(Saved entries)
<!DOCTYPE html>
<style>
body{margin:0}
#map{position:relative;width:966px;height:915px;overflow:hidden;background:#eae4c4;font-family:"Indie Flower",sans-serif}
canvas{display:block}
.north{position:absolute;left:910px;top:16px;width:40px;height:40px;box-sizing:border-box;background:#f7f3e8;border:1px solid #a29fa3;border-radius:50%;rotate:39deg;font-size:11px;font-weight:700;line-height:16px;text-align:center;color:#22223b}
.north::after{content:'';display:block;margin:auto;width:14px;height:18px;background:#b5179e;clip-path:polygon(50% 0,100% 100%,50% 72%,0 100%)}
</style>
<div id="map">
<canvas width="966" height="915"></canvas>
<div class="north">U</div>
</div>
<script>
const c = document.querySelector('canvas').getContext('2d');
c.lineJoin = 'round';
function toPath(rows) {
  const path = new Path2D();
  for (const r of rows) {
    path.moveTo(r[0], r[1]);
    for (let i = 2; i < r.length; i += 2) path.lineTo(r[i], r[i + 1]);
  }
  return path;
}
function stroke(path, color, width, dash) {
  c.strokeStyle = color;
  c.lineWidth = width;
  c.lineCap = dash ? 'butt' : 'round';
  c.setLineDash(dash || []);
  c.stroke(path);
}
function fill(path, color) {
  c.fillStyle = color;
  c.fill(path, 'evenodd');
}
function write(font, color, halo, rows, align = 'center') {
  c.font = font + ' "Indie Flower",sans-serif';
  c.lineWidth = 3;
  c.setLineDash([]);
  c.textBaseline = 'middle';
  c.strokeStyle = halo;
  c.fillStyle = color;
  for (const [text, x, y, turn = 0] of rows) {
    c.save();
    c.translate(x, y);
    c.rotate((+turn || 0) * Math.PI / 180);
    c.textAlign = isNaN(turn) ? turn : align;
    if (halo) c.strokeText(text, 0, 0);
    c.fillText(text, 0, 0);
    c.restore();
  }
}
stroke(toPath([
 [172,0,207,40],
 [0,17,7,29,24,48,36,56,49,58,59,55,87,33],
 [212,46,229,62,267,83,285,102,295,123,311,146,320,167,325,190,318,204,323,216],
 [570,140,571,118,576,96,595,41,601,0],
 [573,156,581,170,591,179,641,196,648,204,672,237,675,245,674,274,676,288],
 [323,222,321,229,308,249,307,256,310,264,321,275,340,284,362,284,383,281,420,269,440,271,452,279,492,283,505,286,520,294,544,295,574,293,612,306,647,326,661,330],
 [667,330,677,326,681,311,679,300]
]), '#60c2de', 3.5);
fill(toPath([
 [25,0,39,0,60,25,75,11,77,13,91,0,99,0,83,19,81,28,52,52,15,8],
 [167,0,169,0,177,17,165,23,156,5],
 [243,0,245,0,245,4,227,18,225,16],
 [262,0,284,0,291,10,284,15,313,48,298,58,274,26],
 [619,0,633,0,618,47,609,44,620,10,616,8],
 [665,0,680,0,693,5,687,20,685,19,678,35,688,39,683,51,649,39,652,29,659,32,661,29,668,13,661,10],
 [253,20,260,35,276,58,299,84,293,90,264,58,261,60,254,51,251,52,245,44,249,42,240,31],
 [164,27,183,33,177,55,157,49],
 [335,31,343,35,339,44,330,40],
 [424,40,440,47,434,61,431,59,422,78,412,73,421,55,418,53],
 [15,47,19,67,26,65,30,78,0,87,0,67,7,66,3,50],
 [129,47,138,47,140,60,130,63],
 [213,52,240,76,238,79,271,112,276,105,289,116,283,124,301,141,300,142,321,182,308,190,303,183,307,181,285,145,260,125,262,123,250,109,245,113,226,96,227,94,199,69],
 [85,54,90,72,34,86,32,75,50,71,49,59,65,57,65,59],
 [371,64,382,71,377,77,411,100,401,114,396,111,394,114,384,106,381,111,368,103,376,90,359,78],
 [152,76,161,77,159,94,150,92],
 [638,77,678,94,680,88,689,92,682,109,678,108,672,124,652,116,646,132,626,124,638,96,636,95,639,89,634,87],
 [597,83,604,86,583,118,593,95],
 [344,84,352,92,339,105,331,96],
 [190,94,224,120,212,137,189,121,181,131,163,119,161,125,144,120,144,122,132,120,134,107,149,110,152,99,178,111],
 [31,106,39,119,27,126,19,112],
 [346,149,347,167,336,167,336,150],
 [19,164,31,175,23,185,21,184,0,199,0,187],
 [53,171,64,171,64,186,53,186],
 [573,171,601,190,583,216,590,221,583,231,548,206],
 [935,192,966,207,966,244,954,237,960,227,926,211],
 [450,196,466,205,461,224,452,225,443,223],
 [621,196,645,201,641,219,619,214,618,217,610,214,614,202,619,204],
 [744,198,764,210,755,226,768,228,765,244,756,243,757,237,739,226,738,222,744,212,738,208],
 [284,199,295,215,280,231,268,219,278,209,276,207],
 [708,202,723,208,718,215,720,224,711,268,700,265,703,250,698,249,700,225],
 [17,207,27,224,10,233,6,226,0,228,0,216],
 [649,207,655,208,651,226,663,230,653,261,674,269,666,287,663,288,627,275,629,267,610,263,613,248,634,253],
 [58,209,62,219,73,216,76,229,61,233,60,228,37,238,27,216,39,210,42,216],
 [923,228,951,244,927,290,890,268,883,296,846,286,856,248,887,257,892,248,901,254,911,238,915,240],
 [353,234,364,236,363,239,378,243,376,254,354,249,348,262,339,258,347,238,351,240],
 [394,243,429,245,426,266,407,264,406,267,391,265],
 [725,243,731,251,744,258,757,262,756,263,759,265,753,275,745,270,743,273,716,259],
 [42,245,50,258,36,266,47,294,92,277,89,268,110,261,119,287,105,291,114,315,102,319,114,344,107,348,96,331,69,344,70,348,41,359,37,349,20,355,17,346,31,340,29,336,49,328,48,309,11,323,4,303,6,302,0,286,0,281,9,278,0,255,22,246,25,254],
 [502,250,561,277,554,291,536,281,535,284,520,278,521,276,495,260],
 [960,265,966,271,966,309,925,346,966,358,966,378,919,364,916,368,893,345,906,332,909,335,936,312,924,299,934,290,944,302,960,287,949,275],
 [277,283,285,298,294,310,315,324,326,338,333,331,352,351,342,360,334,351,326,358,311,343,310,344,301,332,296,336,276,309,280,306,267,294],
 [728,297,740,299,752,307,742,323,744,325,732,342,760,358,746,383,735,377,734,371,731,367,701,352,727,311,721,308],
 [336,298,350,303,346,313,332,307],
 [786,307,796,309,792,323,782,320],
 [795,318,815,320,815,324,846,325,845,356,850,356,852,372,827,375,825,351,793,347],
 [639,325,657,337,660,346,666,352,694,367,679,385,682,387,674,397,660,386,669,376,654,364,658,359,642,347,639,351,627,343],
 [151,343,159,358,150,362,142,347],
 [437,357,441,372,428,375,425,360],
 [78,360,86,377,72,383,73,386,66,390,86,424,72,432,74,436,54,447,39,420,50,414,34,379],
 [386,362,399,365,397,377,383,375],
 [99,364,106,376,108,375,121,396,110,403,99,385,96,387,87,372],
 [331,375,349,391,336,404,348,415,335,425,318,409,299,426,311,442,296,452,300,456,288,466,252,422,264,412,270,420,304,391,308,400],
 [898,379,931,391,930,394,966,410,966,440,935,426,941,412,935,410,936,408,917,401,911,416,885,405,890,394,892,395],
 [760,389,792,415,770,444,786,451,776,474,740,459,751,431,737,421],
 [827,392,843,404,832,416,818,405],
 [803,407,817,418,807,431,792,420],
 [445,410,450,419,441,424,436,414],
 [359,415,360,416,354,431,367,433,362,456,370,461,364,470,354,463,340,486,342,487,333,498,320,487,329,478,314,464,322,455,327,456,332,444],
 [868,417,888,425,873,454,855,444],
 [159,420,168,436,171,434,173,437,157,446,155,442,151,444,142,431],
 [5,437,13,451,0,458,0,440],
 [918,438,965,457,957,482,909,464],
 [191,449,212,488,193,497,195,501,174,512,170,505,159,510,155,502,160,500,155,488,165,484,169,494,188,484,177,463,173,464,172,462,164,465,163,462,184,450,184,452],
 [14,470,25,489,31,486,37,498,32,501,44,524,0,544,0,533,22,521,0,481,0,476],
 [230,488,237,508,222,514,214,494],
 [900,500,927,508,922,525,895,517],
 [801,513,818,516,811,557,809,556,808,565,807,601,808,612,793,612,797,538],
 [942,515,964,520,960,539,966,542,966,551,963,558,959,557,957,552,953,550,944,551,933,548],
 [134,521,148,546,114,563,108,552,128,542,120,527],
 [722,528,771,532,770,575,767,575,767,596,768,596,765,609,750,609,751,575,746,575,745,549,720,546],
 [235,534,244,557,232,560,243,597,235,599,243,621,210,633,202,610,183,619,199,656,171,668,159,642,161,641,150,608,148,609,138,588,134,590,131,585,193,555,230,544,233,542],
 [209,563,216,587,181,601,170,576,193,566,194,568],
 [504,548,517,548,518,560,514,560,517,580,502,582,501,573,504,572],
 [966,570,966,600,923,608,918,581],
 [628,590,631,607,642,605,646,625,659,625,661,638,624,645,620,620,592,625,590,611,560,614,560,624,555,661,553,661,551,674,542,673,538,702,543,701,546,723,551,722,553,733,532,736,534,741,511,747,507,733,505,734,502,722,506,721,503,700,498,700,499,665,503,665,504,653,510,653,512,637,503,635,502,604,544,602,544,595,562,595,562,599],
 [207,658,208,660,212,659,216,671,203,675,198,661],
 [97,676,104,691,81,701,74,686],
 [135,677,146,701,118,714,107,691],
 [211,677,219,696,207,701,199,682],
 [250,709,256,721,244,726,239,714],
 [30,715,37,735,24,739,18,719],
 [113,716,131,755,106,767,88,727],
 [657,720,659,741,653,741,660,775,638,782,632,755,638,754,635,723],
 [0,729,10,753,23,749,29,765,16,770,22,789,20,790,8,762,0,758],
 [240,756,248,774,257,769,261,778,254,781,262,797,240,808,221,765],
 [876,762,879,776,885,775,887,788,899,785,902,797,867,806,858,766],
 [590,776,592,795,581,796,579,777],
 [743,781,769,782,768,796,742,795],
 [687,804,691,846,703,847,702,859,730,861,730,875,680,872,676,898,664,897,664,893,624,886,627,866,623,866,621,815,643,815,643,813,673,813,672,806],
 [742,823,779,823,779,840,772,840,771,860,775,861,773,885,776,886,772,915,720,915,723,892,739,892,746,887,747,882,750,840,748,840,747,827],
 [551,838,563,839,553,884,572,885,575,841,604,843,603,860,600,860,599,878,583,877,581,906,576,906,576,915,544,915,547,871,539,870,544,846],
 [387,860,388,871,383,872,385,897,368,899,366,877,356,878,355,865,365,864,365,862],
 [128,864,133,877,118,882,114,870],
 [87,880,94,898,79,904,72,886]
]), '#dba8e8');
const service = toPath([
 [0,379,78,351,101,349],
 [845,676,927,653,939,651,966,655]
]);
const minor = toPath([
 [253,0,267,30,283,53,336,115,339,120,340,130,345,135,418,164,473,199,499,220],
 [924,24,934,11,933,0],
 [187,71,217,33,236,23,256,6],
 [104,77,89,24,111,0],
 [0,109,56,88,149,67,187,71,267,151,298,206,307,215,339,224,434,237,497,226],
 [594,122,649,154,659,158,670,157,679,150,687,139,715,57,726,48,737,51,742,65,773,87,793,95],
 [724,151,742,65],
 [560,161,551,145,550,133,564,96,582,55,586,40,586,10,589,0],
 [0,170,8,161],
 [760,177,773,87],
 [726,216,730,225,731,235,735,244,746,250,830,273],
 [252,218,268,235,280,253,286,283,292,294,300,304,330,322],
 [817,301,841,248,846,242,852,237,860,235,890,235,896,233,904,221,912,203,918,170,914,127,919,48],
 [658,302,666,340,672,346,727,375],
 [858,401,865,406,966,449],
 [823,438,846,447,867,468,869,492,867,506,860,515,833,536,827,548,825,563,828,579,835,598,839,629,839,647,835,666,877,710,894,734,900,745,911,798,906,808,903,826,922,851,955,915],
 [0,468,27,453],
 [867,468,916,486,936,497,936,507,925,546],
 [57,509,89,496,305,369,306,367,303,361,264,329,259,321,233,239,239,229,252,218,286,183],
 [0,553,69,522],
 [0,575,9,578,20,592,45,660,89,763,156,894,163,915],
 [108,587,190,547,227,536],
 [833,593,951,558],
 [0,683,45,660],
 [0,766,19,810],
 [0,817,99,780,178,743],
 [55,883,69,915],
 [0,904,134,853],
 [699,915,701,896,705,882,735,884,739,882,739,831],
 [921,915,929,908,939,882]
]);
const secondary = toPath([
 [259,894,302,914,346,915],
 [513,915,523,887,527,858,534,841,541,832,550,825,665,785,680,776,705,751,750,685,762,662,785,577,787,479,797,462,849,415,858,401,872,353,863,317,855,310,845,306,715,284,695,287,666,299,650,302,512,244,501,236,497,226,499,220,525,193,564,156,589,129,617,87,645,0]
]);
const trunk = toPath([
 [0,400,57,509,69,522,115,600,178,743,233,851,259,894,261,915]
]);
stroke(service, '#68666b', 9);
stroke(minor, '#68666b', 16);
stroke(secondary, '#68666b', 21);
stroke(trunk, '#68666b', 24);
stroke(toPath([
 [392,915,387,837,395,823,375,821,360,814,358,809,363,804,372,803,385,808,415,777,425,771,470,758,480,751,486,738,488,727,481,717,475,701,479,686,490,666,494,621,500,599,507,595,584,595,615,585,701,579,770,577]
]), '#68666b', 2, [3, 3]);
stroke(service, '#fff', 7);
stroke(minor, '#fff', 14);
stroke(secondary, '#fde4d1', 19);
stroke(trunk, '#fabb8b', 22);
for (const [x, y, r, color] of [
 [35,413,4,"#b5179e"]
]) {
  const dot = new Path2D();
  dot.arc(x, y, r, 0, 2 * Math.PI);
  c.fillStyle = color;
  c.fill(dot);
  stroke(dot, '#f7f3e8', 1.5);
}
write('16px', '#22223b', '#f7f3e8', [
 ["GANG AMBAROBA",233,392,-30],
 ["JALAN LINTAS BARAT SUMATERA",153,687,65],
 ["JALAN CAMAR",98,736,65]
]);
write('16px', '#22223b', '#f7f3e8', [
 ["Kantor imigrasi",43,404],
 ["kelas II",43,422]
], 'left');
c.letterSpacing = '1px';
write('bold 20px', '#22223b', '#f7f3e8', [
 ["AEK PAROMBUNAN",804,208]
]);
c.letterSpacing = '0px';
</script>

What is being asked | Produce only the lines from the line containing "path.moveTo(r[0], r[1]);" through the line containing "function fill(path, color)", inclusive of both, exactly as they stand in the entries above.

Written solution |
    path.moveTo(r[0], r[1]);
    for (let i = 2; i < r.length; i += 2) path.lineTo(r[i], r[i + 1]);
  }
  return path;
}
function stroke(path, color, width, dash) {
  c.strokeStyle = color;
  c.lineWidth = width;
  c.lineCap = dash ? 'butt' : 'round';
  c.setLineDash(dash || []);
  c.stroke(path);
}
function fill(path, color) {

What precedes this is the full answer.